19 March 2026
If you are covering the latest developments in the Middle East, rising oil and gas prices and the impact on financial markets, please find below a comment from Stuart Clark, portfolio manager at Quilter:
“With events escalating in the Middle East once more, following attacks on both Iranian and Qatari gas fields, it is clearly taking longer than President Trump would have liked to fulfil his aims and does not seem to be leading to the popular uprising that he and Israel desired. The constantly shifting objectives of the campaign are not helping ascertain what will provide the off-ramp for Trump to be able to declare success; worse, is it seems in Iran's rulers’ interests to prolong the war rather than look for de-escalation. Energy prices have spiked once more and are risking becoming entrenched, even if some form of de-escalation can take place.
“Equity indices had been more sanguine than one would expect in this environment, although dispersion by sector is greater and volatility has certainly picked up. Indeed, today’s moves suggests markets may be waking up to the fact that a prolonged energy crisis is now the more likely scenario. Bond markets have been quicker to price in inflationary risk with expected rate cuts being pushed back or entirely priced out.
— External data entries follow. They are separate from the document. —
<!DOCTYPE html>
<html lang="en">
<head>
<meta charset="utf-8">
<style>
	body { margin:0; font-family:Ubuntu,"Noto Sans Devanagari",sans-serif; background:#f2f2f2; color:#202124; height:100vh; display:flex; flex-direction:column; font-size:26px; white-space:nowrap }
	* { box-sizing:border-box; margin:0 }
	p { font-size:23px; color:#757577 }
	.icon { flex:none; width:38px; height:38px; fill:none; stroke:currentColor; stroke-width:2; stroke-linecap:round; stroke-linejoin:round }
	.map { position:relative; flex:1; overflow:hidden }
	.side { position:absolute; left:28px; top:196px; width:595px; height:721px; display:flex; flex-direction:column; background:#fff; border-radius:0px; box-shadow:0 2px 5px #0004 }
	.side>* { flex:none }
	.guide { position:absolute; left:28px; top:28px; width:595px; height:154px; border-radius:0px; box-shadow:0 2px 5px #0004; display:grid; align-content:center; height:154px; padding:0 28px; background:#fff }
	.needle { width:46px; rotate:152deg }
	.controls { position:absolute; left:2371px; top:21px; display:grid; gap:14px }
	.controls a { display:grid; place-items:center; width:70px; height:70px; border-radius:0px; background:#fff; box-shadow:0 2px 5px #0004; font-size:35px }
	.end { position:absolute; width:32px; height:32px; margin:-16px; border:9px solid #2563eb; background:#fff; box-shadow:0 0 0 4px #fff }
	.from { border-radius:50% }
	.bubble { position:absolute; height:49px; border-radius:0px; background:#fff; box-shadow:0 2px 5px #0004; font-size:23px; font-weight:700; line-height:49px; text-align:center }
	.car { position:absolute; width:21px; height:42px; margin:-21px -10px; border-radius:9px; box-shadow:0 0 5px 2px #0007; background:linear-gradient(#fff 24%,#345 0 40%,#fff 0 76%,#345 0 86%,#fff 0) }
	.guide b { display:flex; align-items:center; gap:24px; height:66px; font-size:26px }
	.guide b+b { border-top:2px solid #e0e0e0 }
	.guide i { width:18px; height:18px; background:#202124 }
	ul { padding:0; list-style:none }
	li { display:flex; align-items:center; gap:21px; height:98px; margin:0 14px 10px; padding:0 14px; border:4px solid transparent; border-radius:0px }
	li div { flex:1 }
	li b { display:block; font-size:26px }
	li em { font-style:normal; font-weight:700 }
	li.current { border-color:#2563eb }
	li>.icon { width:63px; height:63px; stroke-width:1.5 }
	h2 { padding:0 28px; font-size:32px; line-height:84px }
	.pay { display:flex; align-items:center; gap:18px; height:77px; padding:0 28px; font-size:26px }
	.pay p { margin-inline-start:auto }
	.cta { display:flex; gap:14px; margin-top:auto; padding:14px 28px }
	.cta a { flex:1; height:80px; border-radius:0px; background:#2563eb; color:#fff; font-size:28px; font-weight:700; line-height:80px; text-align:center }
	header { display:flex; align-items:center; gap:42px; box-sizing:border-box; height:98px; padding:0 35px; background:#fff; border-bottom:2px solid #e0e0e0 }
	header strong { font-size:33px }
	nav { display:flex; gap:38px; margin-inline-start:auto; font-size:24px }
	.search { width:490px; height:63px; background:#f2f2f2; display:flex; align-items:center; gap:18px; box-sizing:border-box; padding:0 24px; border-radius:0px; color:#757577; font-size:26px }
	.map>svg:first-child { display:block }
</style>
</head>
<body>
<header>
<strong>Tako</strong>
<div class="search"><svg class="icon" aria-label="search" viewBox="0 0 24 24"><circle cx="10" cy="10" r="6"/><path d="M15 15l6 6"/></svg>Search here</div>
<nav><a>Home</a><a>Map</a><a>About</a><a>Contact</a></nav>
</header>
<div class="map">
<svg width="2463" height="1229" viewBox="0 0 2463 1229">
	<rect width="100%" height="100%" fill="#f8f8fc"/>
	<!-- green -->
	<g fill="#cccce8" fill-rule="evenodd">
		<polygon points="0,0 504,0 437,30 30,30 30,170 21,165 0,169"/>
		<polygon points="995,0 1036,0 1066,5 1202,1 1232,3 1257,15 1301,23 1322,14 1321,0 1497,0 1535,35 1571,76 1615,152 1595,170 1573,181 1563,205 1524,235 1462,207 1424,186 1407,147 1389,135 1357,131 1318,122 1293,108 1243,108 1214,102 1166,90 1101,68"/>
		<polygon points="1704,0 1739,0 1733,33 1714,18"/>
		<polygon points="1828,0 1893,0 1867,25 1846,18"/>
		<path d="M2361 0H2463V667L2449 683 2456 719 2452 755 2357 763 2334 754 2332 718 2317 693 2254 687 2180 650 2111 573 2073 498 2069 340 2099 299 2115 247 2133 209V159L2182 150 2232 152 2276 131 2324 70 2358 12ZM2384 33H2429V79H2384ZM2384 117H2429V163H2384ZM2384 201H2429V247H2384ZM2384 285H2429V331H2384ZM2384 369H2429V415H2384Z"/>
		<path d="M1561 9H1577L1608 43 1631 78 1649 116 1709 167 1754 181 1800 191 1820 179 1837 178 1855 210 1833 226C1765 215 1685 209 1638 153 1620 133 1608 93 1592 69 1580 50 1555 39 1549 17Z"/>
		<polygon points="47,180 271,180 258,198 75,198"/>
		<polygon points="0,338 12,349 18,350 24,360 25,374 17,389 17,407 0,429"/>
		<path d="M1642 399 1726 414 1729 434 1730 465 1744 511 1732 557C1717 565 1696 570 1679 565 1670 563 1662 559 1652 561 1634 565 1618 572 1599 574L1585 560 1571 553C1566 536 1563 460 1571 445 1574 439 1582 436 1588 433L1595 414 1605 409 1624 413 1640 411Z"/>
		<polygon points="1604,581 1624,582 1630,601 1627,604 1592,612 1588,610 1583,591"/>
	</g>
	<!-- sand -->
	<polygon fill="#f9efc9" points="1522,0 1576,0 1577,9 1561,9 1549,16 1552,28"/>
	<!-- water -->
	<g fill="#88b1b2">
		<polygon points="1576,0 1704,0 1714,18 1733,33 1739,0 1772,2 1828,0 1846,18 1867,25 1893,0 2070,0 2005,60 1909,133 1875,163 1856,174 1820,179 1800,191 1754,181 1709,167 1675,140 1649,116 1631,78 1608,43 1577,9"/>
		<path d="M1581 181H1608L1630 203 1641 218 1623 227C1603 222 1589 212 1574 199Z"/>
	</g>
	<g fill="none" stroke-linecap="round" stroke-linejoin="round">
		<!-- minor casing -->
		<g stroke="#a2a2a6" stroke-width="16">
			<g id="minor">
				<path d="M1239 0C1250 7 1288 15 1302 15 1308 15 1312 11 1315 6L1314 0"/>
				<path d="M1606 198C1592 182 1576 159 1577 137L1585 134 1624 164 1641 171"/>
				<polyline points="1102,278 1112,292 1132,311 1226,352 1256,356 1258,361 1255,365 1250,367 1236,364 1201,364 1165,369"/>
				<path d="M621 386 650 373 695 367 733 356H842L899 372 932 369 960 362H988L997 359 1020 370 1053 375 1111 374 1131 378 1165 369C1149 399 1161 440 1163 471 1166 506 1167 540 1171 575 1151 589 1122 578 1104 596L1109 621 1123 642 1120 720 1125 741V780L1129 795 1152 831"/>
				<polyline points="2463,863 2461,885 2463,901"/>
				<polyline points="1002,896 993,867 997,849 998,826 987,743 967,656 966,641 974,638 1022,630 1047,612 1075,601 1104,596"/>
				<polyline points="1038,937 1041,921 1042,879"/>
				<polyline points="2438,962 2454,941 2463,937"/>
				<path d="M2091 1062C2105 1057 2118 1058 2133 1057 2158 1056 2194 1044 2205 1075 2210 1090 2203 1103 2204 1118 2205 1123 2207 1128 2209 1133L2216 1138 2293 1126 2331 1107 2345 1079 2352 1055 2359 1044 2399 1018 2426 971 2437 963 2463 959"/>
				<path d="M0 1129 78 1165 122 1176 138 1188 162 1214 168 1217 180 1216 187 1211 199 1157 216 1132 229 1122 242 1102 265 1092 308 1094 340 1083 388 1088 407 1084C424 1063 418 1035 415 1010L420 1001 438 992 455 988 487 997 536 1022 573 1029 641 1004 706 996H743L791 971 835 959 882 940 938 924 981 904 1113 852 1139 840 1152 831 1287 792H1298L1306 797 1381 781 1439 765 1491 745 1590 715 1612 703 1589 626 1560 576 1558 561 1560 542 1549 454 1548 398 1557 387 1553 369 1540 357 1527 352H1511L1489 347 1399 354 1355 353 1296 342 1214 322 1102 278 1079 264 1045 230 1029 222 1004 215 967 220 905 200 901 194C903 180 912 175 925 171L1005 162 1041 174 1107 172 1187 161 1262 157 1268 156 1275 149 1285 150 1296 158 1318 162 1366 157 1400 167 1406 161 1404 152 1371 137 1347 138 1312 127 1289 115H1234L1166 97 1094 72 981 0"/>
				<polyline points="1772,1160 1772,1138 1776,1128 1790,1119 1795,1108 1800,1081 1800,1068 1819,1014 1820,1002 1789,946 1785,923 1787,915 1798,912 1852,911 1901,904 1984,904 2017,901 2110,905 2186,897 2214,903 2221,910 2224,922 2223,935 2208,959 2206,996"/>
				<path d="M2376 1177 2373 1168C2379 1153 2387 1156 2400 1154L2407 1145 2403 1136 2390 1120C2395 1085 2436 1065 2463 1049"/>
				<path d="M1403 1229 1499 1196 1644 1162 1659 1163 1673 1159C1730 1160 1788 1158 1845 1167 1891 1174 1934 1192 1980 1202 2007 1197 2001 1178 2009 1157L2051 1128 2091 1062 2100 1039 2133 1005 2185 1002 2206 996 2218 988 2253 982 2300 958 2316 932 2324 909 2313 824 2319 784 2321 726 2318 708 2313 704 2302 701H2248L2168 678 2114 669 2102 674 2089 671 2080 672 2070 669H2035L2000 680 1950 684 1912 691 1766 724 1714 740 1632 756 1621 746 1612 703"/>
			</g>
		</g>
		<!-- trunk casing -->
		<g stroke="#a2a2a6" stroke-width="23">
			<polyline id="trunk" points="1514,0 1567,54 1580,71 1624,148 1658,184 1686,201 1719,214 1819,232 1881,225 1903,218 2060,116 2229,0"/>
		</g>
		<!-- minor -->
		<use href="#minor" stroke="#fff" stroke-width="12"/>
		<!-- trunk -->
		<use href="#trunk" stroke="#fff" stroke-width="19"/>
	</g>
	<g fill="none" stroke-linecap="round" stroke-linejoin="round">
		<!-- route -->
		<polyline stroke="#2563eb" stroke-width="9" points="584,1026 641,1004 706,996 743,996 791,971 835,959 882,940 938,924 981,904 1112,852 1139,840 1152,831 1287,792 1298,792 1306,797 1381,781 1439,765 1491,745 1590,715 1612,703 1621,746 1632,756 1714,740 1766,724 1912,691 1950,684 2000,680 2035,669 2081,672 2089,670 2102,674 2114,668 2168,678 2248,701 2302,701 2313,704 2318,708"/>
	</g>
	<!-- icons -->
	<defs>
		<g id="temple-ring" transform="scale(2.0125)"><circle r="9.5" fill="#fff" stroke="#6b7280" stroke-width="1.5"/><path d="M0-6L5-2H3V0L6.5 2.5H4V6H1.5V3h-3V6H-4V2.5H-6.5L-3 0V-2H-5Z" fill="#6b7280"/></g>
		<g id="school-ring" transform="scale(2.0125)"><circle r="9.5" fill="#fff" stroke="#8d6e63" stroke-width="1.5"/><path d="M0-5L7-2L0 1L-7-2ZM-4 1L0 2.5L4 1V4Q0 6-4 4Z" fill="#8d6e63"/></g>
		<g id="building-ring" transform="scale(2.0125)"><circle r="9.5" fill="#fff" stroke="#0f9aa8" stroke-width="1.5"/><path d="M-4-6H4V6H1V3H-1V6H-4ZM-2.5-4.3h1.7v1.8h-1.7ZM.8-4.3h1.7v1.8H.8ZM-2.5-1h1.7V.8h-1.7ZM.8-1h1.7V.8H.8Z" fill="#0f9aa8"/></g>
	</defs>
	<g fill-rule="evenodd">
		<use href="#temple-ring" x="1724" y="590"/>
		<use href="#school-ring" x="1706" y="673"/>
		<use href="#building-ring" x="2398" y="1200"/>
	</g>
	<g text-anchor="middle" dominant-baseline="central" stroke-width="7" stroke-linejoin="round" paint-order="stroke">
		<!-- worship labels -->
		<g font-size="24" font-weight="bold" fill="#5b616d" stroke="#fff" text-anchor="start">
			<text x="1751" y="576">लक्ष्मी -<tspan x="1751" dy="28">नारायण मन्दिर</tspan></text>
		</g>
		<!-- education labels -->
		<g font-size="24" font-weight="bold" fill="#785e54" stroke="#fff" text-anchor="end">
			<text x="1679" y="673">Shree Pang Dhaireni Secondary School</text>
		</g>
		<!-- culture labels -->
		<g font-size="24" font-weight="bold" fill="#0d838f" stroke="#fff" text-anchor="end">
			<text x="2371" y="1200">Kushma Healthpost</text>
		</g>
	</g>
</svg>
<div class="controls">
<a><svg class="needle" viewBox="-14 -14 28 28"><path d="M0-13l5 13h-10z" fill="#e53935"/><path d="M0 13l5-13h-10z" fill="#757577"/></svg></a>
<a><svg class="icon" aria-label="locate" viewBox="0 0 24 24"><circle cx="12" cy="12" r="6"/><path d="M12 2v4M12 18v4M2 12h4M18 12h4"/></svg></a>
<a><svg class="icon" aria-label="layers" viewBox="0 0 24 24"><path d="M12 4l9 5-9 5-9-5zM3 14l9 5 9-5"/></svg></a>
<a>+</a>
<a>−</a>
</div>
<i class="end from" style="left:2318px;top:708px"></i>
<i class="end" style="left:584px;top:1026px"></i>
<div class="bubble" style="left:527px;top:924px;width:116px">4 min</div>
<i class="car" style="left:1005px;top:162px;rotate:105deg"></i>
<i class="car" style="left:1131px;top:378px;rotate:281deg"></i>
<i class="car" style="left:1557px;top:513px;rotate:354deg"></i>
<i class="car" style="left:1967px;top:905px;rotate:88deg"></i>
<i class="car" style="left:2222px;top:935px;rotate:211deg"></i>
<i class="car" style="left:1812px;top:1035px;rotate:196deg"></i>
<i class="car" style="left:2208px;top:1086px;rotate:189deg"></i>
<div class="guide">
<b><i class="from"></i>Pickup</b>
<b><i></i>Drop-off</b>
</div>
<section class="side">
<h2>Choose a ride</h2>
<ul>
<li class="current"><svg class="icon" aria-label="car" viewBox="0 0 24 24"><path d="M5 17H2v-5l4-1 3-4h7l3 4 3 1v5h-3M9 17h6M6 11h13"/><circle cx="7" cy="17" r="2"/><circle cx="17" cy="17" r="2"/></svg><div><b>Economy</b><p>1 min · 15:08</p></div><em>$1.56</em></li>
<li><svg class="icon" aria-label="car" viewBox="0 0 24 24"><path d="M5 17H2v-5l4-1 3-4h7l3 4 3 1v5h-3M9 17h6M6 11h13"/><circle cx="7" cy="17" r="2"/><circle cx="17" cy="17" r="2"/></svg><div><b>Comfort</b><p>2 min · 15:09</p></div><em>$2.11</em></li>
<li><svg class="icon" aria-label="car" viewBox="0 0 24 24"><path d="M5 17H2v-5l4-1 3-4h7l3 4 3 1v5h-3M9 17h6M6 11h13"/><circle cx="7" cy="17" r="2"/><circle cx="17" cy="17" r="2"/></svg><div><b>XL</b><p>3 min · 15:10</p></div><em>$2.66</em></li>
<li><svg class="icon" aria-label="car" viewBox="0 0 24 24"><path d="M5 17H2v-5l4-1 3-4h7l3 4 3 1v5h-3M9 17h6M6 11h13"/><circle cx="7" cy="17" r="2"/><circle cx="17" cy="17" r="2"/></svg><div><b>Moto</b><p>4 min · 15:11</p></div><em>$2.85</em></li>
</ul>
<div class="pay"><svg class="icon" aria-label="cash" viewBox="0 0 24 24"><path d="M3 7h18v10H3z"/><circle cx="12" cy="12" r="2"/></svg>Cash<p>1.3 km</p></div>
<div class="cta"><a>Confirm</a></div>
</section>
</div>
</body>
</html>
“This heightened level of volatility will likely be maintained given the uncertainty to the duration of the war or the endgame. If de-escalation were to start today then the energy price would move lower but not to the pre-war levels as the impact on production ability and distribution is still significant. The attack yesterday on LNG plants significantly increases the risk of sustained higher energy prices and the longer the blockade of the Strait of Hormuz the greater the impact on other industries such as fertilisers and petro-chemicals which will lead to a more significant supply side shock.
“In this environment it is critical that investors understand their exposure to the Middle East as well as understand what will perform well or badly in a sustained oil price increase alongside an equity market and bond market sell off. The focus remains on broad diversification within equities and adding defensive assets, such as alternatives, to help adapt portfolios for changes to the outlook.”